By choosing the title The Longest Memory, D'Aguiar foregrounds the book's thematic preoccupation with the consequences of memory. The principal memory in the novel is Whitechapel's memory of witnessing his only son being lashed to death as a result of Whitechapel betraying the boy to his master. The traumatic event leads Whitechapel to seek to erase his memory, his history, and his name. However, the memory persists beyond Whitechapel's control, and in his dying moments he is full of regret. He says that memory is little more than "pain trying to resurrect itself" and that "memory is longer than time," a line that speaks to how memory is recreated with every recollection, necessitating images and associated emotions to be dredged up anew. This characteristic of memory suggests that while time may pass, the nature of memory means it is trapped in an ongoing present. But while the novel's title reflects Whitechapel's struggle with memory, the title also references the lasting effects of slavery itself.

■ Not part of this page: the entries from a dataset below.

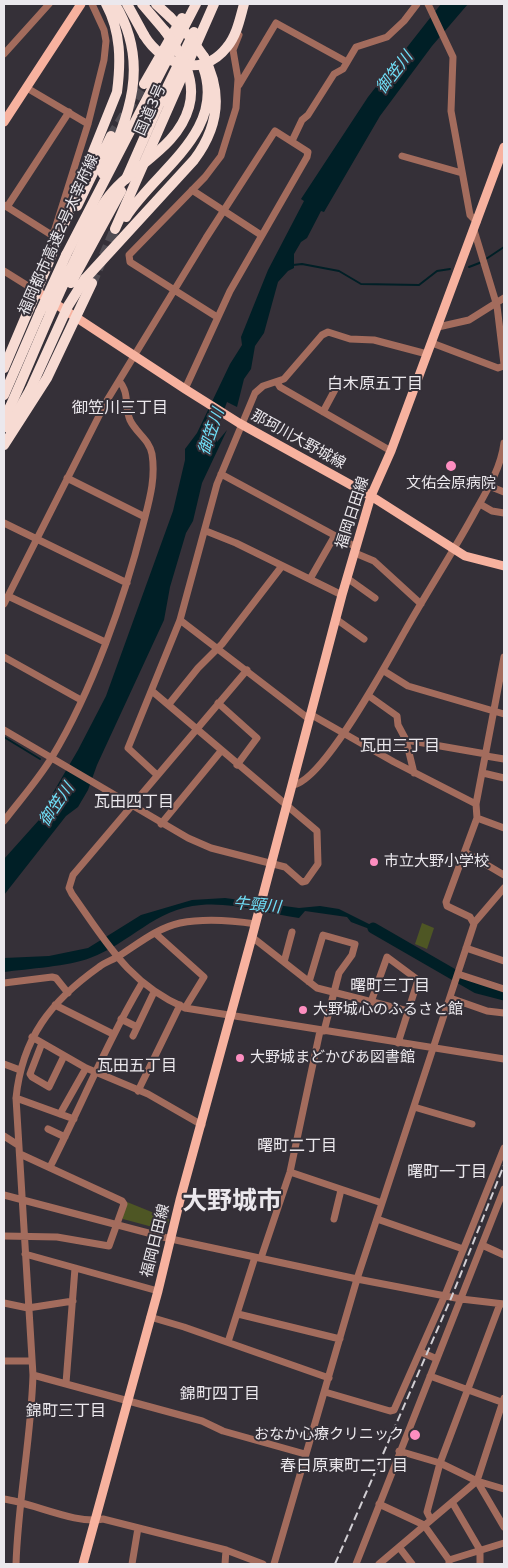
<!DOCTYPE html>
<html>
<head>
<meta charset="utf-8">
<style>
  body { margin:0 }
  #map { position:relative; width:508px; height:1568px; overflow:hidden; background:#353038; font-family:"Varela Round",sans-serif }
  canvas { display:block }
  .frame { position:absolute; inset:0; border:5px solid #ebe8ed; pointer-events:none }
</style>
</head>
<body>
<div id="map">
<canvas width="508" height="1568"></canvas>
<div class="frame"></div>
</div>
<script>
const c = document.querySelector('canvas').getContext('2d');
c.lineJoin = 'round';
function fillPath(path, color) { c.fillStyle = color; c.fill(path, 'evenodd'); }
function stroke(path, color, width, dash) { c.strokeStyle = color; c.lineWidth = width; c.lineCap = dash ? 'butt' : 'round'; c.setLineDash(dash || []); c.stroke(path); }
function drawText(font, color, halo, rows, align = 'center') {
  c.font = font + ' "Varela Round","Noto Sans JP",sans-serif'; c.lineWidth = 4; c.setLineDash([]); c.textBaseline = 'middle'; c.strokeStyle = halo; c.fillStyle = color; for (const [text, x, y, turn = 0] of rows) {
    c.save(); c.translate(x, y); c.rotate((+turn || 0) * Math.PI / 180); c.textAlign = isNaN(turn) ? turn : align; if (halo) c.strokeText(text, 0, 0); c.fillText(text, 0, 0); c.restore();
  }
}
const green = new Path2D(`
  M422 923 434 928 427 949 415 944Z
  M127 1202 169 1219 168 1224 160 1229 123 1219 121 1216Z`);
const water = new Path2D(`
  M441 4H468L432 46 380 116 324 212 321 211 307 238 301 242 294 254V268L288 271 278 282 264 333 255 346 251 369 244 379 237 407 227 402 216 432 217 442 227 430 202 483 193 521 186 533 170 587 164 620 97 765 88 790 78 807 66 816 4 895V859L47 811V803L78 750 106 696 173 511 185 460V449L197 433 230 364 242 345 241 337 268 270 304 201 301 199 368 97Z
  M225 898 299 908 320 906 339 909 377 928 388 936 351 922 347 917 305 911 299 918C267 914 234 902 201 905 154 909 131 943 90 958 70 966 27 969 4 972V958L49 956 88 948 141 915 192 900Z`);
const stream = new Path2D(`
  M486 259 504 247
  M293 265 302 264 339 271 361 284 419 285 437 271 450 269
  M469 267 482 262
  M4 737 40 759`);
const river = new Path2D(`
  M373 928 477 988 504 995`);
const highwayTunnel = new Path2D(`
  M111 136 144 84
  M92 283 115 229`);
const minor = new Path2D(`
  M428 4 453 57 451 111 470 215 477 222
  M4 54 49 4
  M239 85 276 23 347 62
  M27 88 88 124
  M292 141 302 120 308 115 334 74 343 69 356 47 387 37 404 21 417 4
  M402 156 462 173
  M192 190 261 235
  M4 205 50 234 54 232 88 124 104 60 106 41 104 30 92 4
  M7 207 69 112
  M474 230 497 306 504 364
  M4 271 36 291
  M217 317 130 262 129 255 205 177 221 156 236 108 238 79 233 50 239 35
  M438 327 469 320 504 298
  M432 343 498 368 504 366
  M277 382 280 387 391 451
  M323 412 338 384
  M221 474 356 547
  M67 478 145 517
  M489 486 504 492
  M480 504 492 511 504 513
  M4 523 127 583
  M206 531 236 543 342 595
  M355 553 374 561 421 604
  M347 578 375 598
  M310 579 334 537
  M8 596 105 642
  M4 604 106 402 206 238 275 131 308 152 307 157 230 291 185 389
  M336 619 364 639
  M180 620 309 719
  M4 657 81 700
  M247 670 73 875 69 888 72 894C107 943 128 983 185 1008L504 1059
  M384 671 408 686 504 714
  M369 696 397 716 398 725 406 740 486 754
  M218 703 257 738 237 765
  M169 704 198 668 222 644 282 566
  M310 714 394 762 476 804
  M4 730 188 838 211 848 285 867 302 882 306 881 318 864 317 831 152 691
  M406 740 414 773
  M486 756 504 759
  M483 773 504 778
  M156 774 128 748 180 620 217 484 255 393 263 386 284 379 322 335 328 332 350 339 374 340 427 354
  M292 785C322 784 389 659 405 631 428 590 454 551 476 510 488 489 501 467 504 443
  M477 818 504 828
  M4 821C20 800 38 780 52 757 92 691 124 600 143 525 149 501 156 479 152 454 149 439 136 433 130 420 124 406 130 393 119 381
  M161 824 221 751
  M465 852 504 875
  M474 923 504 888
  M155 933 204 977 185 1008
  M252 937 317 988 408 1011
  M466 948 504 961
  M284 962 292 932
  M458 974 504 989
  M309 982 323 935 355 944 352 955 339 973 324 1031
  M4 983 52 977 56 978 68 993
  M450 998 487 1011 504 1013
  M371 1002 387 957 418 980 398 1043
  M55 1005 113 1034
  M121 1019 137 1027
  M133 1036 154 992
  M32 1037 86 1068 148 1094 202 1125
  M42 1043 30 1074 32 1077 49 1087 64 1056
  M4 1064 20 1070
  M138 1091 180 1005
  M16 1098 74 1119
  M414 1107 472 1124
  M60 1114 86 1068
  M48 1129 65 1137
  M4 1136 18 1145
  M50 1167C81 1106 107 1042 142 983
  M290 1172 382 1203
  M4 1195 171 1239 357 1279 461 1299 504 1304
  M334 1219 341 1190
  M377 1219 463 1249
  M4 1236 57 1237 109 1246 124 1204 122 1201 20 1154
  M482 1245 504 1255
  M25 1254 158 1291
  M261 1258 290 1172 320 1031
  M4 1303 28 1308 73 1301
  M238 1314 340 1339
  M150 1317 184 1327 329 1378
  M228 1342 255 1257
  M421 1352 437 1359
  M4 1361H31
  M33 1375 202 1421 223 1431 305 1454
  M430 1376 504 1403
  M66 1383 75 1268
  M325 1392 390 1411 394 1410 445 1295 504 1148
  M399 1451 440 1463 477 1481 504 1527
  M477 1481 504 1398
  M4 1499C33 1503 77 1525 103 1519L226 1550 263 1564
  M452 1502 480 1550V1564
  M379 1504 424 1525 449 1560V1564
  M431 1520 427 1512 440 1463 500 1304
  M399 1547 412 1564
  M449 1560 504 1543
  M16 1564C18 1501 31 1439 33 1375L16 1098C22 1038 51 1001 99 967 105 962 113 960 119 956 138 944 157 928 180 923 205 918 230 920 256 924
  M132 1564 138 1528
  M225 1564 226 1550
  M274 1564 357 1279 474 924 470 917 447 906 446 902 477 818 476 804 504 657
  M356 1564 504 1189
  M379 1564 477 1481 504 1489`);
const major = new Path2D(`
  M4 122 81 4
  M36 291 185 389 239 423 371 496 465 556 504 566
  M83 1564 158 1291 180 1200 252 937 342 595 371 496 391 451 504 147`);
const highway = new Path2D(`
  M127 4 144 35
  M142 4 165 31
  M156 4 170 17
  M144 84 182 18
  M103 174C129 116 151 64 115 4
  M126 179 159 104 194 32
  M77 206 111 136
  M126 217C155 171 227 131 203 67
  M115 229 214 4
  M66 255 196 4
  M46 269 117 92C121 61 121 32 106 4
  M85 279 194 160C218 128 223 93 204 57
  M4 368 48 264
  M4 395 40 312
  M4 420 10 407
  M8 428 30 390
  M4 445 47 378 92 283`);
const rail = new Path2D(`
  M335 1564 452 1296 504 1165`);
const highwayBridge = new Path2D(`
  M170 17 189 36 204 57
  M144 35C162 65 202 79 227 47 237 35 240 18 244 4
  M71 283 121 191
  M40 312 66 255
  M30 390 68 306 85 279
  M10 407C31 360 50 311 73 264 83 243 92 219 106 200 130 166 177 150 189 107 197 79 181 53 165 31`);
const markers = [
  [451,466,6,"#fd8ec0"],
  [374,862,5,"#fd8ec0"],
  [303,1010,5,"#fd8ec0"],
  [240,1058,5,"#fd8ec0"],
  [415,1435,6,"#fd8ec0"]
];
const streetNames = [
  ["国道3号",151,110,-66],
  ["福岡都市高速2号太宰府線",59,235,-66],
  ["那珂川大野城線",298,440,29],
  ["福岡日田線",353,513,-72],
  ["福岡日田線",156,1241,-76]
];
const poiNames = [
  ["文佑会原病院",451,484,"center"],
  ["市立大野小学校",384,862],
  ["大野城心のふるさと館",313,1010],
  ["大野城まどかぴあ図書館",250,1058],
  ["おなか心療クリニック",404,1435,"right"]
];
const waterNames = [
  ["御笠川",395,73,-52],
  ["御笠川",212,432,-71],
  ["御笠川",57,805,-56],
  ["牛頸川",257,906,5]
];
const neighbourhoodNames = [
  ["白木原五丁目",375,385],
  ["御笠川三丁目",120,409],
  ["瓦田三丁目",400,747],
  ["瓦田四丁目",134,803],
  ["曙町三丁目",390,987],
  ["瓦田五丁目",137,1067],
  ["曙町二丁目",297,1147],
  ["曙町一丁目",447,1173],
  ["錦町四丁目",220,1395],
  ["錦町三丁目",66,1412],
  ["春日原東町二丁目",344,1467]
];
const townNames = [
  ["大野城市",232,1202]
];
fillPath(green, '#4e5624');
fillPath(water, '#001f26');
stroke(stream, '#001f26', 2);
stroke(river, '#001f26', 11);
stroke(highwayTunnel, '#504c53', 10, [10, 5]);
stroke(minor, '#a36c5d', 7);
stroke(major, '#f7b29f', 9);
stroke(highway, '#f7dbd3', 10);
stroke(rail, '#d1ced3', 2, [8, 4]);
stroke(highwayBridge, '#f7dbd3', 10);
for (const [x, y, r, color] of markers) { const dot = new Path2D(); dot.arc(x, y, r, 0, 2 * Math.PI); c.fillStyle = color; c.fill(dot); stroke(dot, '#353038', 2); }
drawText('15px', '#ebe8ed', '#353038', streetNames);
drawText('15px', '#ebe8ed', '#353038', poiNames, 'left');
drawText('italic 16px', '#70e1fa', '#353038', waterNames);
drawText('16px', '#ebe8ed', '#353038', neighbourhoodNames);
drawText('bold 25px', '#ebe8ed', '#353038', townNames);
</script>
</body>
</html>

While the institution of slavery in the United States was abolished in 1865, the memory of the historic injustice persists as a mass trauma rooted in the American collective conscience.
What is notable about D'Aguiar's treatment of the subject of abolition in The Longest Memory?

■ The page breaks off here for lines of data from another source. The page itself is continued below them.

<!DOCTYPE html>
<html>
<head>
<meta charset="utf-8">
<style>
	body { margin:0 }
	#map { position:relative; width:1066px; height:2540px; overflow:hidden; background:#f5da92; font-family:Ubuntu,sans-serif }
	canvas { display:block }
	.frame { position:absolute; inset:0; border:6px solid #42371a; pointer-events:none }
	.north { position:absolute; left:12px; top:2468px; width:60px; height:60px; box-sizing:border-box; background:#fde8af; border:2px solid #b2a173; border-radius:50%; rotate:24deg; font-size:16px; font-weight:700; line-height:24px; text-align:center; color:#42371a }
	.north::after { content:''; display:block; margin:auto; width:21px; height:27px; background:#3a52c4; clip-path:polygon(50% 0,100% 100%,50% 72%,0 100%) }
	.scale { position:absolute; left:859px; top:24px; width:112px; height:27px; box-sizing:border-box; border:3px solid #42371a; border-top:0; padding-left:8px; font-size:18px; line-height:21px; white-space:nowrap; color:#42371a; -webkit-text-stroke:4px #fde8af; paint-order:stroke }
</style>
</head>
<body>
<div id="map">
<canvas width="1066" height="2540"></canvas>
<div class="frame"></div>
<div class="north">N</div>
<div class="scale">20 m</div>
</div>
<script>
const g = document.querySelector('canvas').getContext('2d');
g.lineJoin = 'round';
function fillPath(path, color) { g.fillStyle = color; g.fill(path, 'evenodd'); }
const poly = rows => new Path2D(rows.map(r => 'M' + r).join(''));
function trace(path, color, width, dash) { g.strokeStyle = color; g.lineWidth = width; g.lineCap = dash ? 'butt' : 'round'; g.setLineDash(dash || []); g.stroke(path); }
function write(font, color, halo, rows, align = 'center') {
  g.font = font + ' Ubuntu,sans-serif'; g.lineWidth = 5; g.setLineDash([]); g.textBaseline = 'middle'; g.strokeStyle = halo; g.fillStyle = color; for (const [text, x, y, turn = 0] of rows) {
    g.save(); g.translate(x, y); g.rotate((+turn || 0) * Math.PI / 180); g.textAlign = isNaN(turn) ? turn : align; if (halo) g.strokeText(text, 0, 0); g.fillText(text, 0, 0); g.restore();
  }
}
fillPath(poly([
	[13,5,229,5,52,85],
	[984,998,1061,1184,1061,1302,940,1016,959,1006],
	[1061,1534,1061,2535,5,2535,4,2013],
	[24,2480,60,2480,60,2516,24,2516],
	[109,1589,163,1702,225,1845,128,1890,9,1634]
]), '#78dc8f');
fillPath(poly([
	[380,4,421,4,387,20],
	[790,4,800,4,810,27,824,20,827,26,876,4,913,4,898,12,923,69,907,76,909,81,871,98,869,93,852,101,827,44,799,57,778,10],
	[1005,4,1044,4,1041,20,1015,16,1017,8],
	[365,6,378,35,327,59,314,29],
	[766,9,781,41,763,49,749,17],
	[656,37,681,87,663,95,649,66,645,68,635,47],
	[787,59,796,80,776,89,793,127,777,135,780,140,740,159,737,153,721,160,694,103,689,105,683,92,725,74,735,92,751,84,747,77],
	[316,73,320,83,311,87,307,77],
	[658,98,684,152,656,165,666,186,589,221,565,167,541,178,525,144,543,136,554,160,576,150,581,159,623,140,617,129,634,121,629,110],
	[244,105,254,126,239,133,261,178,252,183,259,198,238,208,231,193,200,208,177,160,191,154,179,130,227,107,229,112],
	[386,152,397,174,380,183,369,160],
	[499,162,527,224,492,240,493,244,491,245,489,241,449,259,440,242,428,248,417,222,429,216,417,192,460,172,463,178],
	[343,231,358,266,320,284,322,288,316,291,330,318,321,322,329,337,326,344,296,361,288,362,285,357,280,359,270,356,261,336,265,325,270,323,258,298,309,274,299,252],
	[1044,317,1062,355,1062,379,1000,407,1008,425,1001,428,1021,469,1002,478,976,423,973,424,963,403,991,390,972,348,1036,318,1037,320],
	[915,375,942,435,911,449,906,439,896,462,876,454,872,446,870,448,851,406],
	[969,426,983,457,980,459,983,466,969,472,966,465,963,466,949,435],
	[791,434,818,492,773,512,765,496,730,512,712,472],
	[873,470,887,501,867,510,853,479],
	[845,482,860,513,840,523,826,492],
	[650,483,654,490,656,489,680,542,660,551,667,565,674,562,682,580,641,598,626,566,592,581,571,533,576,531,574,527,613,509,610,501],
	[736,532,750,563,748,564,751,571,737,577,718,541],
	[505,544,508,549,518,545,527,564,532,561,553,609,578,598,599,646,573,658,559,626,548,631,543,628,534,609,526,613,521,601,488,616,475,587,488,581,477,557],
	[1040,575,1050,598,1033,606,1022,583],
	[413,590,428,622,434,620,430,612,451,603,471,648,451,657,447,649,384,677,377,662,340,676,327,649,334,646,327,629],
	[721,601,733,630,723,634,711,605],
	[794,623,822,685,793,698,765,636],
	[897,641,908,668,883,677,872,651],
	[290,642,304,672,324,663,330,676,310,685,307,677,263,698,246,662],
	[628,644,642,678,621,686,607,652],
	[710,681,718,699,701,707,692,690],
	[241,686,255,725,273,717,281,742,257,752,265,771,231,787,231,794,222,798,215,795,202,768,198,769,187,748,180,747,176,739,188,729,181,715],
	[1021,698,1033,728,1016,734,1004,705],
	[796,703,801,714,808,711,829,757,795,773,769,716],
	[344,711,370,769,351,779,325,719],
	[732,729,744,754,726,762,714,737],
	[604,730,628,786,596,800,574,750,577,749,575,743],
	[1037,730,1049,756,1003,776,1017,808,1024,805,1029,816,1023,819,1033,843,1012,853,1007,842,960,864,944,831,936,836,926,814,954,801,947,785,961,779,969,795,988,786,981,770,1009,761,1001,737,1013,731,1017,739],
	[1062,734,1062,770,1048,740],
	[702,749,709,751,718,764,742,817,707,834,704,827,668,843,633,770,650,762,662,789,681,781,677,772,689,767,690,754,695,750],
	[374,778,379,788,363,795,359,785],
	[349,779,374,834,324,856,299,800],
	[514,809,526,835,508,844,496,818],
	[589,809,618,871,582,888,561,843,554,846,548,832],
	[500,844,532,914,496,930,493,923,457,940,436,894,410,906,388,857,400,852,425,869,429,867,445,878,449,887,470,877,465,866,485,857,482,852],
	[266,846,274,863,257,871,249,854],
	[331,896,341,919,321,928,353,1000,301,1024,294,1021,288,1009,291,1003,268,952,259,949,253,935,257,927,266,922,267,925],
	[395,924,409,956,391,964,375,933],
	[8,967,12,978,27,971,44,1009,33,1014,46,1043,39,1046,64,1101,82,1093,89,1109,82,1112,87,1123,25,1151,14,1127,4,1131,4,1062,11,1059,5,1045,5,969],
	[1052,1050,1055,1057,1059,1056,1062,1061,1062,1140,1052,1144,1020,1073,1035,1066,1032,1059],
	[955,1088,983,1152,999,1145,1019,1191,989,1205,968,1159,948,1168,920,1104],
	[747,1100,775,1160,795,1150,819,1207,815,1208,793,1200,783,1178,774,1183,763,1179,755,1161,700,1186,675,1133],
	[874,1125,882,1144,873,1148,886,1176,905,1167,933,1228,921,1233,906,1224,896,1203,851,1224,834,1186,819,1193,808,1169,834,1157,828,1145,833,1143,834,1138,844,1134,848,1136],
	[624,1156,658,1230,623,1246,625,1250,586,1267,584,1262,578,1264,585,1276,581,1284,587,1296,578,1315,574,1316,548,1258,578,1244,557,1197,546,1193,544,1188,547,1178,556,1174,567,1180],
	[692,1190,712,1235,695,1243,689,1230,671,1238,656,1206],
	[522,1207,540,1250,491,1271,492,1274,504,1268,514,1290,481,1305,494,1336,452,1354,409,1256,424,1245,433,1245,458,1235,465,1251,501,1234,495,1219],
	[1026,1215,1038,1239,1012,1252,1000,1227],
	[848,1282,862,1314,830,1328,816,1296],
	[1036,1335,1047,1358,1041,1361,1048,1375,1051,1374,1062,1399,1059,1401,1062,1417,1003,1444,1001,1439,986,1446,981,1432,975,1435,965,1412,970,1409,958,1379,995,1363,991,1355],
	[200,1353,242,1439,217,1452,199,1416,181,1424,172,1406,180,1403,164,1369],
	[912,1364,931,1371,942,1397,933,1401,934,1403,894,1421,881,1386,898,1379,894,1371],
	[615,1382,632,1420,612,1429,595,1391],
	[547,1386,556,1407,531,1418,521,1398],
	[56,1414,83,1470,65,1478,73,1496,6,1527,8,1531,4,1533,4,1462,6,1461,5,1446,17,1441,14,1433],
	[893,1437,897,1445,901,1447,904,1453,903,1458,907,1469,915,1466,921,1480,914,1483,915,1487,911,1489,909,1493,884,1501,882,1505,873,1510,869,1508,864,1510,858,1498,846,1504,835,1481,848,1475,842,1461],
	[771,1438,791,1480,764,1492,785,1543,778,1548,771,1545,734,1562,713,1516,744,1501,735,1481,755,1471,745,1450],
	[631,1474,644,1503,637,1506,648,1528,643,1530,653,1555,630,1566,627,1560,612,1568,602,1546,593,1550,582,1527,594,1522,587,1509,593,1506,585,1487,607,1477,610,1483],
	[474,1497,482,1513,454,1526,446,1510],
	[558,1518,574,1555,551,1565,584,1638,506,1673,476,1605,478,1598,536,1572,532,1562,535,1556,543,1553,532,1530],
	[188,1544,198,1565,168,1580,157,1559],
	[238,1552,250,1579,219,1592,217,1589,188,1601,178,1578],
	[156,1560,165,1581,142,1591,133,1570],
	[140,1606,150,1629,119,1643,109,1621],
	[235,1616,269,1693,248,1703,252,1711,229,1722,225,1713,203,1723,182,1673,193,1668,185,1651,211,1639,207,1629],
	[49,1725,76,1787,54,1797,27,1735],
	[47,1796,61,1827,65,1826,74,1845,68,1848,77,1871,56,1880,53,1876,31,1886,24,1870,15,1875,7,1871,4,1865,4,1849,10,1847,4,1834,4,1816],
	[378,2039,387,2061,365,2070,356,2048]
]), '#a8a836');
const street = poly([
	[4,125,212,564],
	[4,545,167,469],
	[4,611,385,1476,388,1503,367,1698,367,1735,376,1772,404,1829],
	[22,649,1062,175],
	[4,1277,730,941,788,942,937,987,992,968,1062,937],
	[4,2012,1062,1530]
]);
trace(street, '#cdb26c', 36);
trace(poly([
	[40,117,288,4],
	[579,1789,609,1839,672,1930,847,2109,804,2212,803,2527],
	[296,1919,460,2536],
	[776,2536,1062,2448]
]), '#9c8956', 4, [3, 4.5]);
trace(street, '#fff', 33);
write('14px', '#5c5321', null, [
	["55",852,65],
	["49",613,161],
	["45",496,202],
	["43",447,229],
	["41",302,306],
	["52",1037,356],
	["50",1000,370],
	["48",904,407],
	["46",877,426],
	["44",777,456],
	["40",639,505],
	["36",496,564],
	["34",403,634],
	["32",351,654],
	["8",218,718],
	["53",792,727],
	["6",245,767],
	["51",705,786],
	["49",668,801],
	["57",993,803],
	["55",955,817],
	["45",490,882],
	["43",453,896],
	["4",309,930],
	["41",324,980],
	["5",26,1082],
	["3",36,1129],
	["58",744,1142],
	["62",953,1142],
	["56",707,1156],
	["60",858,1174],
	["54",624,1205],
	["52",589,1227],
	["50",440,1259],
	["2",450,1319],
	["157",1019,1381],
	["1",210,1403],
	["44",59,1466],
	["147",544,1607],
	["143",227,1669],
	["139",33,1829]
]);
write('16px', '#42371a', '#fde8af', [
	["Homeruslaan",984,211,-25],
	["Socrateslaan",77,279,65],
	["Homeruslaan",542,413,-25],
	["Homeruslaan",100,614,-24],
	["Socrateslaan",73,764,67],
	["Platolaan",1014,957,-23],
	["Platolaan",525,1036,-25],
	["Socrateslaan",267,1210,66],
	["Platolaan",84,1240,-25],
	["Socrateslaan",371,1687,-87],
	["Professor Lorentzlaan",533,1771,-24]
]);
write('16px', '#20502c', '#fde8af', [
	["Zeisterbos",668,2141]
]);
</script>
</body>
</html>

Although the movement for the abolition of the slave trade is one of the novel's major themes, the subject is directly addressed only twice in the entire book. Abolition first arises in The Longest Memory when Sanders Senior writes in his diary about him and Mr. Whitechapel going to purchase a new slave. On the way back from the auction block, Mr. Whitechapel comments on "the clamor of the Abolitionists reaching new heights." Abolitionism doesn't arise again until forty pages later when one of the fellow plantation owners mocks Mr. Whitechapel's lenient treatment of his slaves by accusing Mr. Whitechapel of being an abolitionist. D'Aguiar's decision to leave the question of abolition lingering in the background establishes the movement as an ambient presence; in making this choice, D'Aguiar illustrates how there were vocal opponents to the slave trade in the South many years before slavery's official abolition in 1865. However, their voices were quashed and their activism was either ignored, mocked, or actively fought against by people with greater economic and political power.
Why does Whitechapel betray Chapel by telling Mr. Whitechapel about Chapel's escape route?
Throughout the novel, Whitechapel presents fragments that amount to an argument for why he betrayed Chapel by going to his master. Whitechapel convinces himself that he betrayed Chapel in order to protect Chapel's life, believing that Chapel would live longer if he stayed as a slave on the plantation rather than trying to escape to freedom. However, Whitechapel's perspective on his own motivations is limited. Whitechapel is unable to see the extent to which his internalization of hierarchical thinking dictates his attitude toward Chapel's desire for freedom. Whitechapel believes that Chapel wants to be free because half of his blood is white and therefore desirous and worthy of freedom. In this belief, Whitechapel reveals that he has so thoroughly assimilated the notion that Africans are biologically inferior to white people that he is unable to comprehend a slave wanting freedom regardless of whether they are mixed race. Whitechapel has such a low opinion of himself that he seeks to bring the idealistic Chapel down to his level and teach him a lesson about humility. But whatever his justifications, the deeper truth is that Whitechapel is unable not to defer to the authority of the white people. Even when he knows Sanders is beating his own half-brother to death, Whitechapel remains silent, as Sanders is acting on behalf of his master and therefore must be followed.